-- SUPPLIED INFORMATION follows --
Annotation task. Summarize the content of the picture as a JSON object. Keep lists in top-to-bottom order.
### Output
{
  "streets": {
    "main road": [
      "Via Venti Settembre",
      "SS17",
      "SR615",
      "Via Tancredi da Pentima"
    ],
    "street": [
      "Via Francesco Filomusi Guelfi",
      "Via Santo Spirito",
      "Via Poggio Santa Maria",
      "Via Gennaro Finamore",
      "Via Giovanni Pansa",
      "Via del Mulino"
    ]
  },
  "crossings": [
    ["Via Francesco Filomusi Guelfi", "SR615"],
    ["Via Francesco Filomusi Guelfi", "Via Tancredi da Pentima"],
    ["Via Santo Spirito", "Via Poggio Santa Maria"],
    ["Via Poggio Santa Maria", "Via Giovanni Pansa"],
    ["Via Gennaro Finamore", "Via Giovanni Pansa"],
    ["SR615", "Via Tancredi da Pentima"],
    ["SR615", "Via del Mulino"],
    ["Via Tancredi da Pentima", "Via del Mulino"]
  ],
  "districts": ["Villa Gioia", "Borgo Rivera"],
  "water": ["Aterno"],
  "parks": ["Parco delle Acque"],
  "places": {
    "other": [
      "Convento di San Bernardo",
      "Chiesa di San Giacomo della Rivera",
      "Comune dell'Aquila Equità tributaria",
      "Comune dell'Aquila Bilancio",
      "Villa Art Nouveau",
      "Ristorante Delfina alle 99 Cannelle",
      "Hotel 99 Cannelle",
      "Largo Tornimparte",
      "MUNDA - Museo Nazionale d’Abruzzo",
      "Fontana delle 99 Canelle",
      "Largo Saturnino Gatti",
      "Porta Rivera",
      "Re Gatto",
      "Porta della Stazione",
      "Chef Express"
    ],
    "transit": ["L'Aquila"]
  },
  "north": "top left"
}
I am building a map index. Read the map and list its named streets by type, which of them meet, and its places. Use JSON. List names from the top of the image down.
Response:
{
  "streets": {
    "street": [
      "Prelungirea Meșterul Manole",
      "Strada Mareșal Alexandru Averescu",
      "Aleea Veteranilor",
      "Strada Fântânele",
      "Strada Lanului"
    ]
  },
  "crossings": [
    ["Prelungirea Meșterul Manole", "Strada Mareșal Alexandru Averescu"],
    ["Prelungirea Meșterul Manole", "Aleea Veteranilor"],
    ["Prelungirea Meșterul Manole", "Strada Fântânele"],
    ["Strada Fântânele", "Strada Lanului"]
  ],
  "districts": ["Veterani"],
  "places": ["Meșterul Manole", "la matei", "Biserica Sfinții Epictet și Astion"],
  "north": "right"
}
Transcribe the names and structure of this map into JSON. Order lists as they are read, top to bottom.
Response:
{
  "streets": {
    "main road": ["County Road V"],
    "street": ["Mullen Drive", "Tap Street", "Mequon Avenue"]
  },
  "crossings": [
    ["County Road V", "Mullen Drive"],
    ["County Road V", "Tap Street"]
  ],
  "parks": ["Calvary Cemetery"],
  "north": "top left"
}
-- SUPPLIED INFORMATION concluded --
• _TRY IT_
Reproduce every line above, keeping each word exactly as it appears.

• _EXPECTED ANSWER_
Annotation task. Summarize the content of the picture as a JSON object. Keep lists in top-to-bottom order.
### Output
{
  "streets": {
    "main road": [
      "Via Venti Settembre",
      "SS17",
      "SR615",
      "Via Tancredi da Pentima"
    ],
    "street": [
      "Via Francesco Filomusi Guelfi",
      "Via Santo Spirito",
      "Via Poggio Santa Maria",
      "Via Gennaro Finamore",
      "Via Giovanni Pansa",
      "Via del Mulino"
    ]
  },
  "crossings": [
    ["Via Francesco Filomusi Guelfi", "SR615"],
    ["Via Francesco Filomusi Guelfi", "Via Tancredi da Pentima"],
    ["Via Santo Spirito", "Via Poggio Santa Maria"],
    ["Via Poggio Santa Maria", "Via Giovanni Pansa"],
    ["Via Gennaro Finamore", "Via Giovanni Pansa"],
    ["SR615", "Via Tancredi da Pentima"],
    ["SR615", "Via del Mulino"],
    ["Via Tancredi da Pentima", "Via del Mulino"]
  ],
  "districts": ["Villa Gioia", "Borgo Rivera"],
  "water": ["Aterno"],
  "parks": ["Parco delle Acque"],
  "places": {
    "other": [
      "Convento di San Bernardo",
      "Chiesa di San Giacomo della Rivera",
      "Comune dell'Aquila Equità tributaria",
      "Comune dell'Aquila Bilancio",
      "Villa Art Nouveau",
      "Ristorante Delfina alle 99 Cannelle",
      "Hotel 99 Cannelle",
      "Largo Tornimparte",
      "MUNDA - Museo Nazionale d’Abruzzo",
      "Fontana delle 99 Canelle",
      "Largo Saturnino Gatti",
      "Porta Rivera",
      "Re Gatto",
      "Porta della Stazione",
      "Chef Express"
    ],
    "transit": ["L'Aquila"]
  },
  "north": "top left"
}
I am building a map index. Read the map and list its named streets by type, which of them meet, and its places. Use JSON. List names from the top of the image down.
Response:
{
  "streets": {
    "street": [
      "Prelungirea Meșterul Manole",
      "Strada Mareșal Alexandru Averescu",
      "Aleea Veteranilor",
      "Strada Fântânele",
      "Strada Lanului"
    ]
  },
  "crossings": [
    ["Prelungirea Meșterul Manole", "Strada Mareșal Alexandru Averescu"],
    ["Prelungirea Meșterul Manole", "Aleea Veteranilor"],
    ["Prelungirea Meșterul Manole", "Strada Fântânele"],
    ["Strada Fântânele", "Strada Lanului"]
  ],
  "districts": ["Veterani"],
  "places": ["Meșterul Manole", "la matei", "Biserica Sfinții Epictet și Astion"],
  "north": "right"
}
Transcribe the names and structure of this map into JSON. Order lists as they are read, top to bottom.
Response:
{
  "streets": {
    "main road": ["County Road V"],
    "street": ["Mullen Drive", "Tap Street", "Mequon Avenue"]
  },
  "crossings": [
    ["County Road V", "Mullen Drive"],
    ["County Road V", "Tap Street"]
  ],
  "parks": ["Calvary Cemetery"],
  "north": "top left"
}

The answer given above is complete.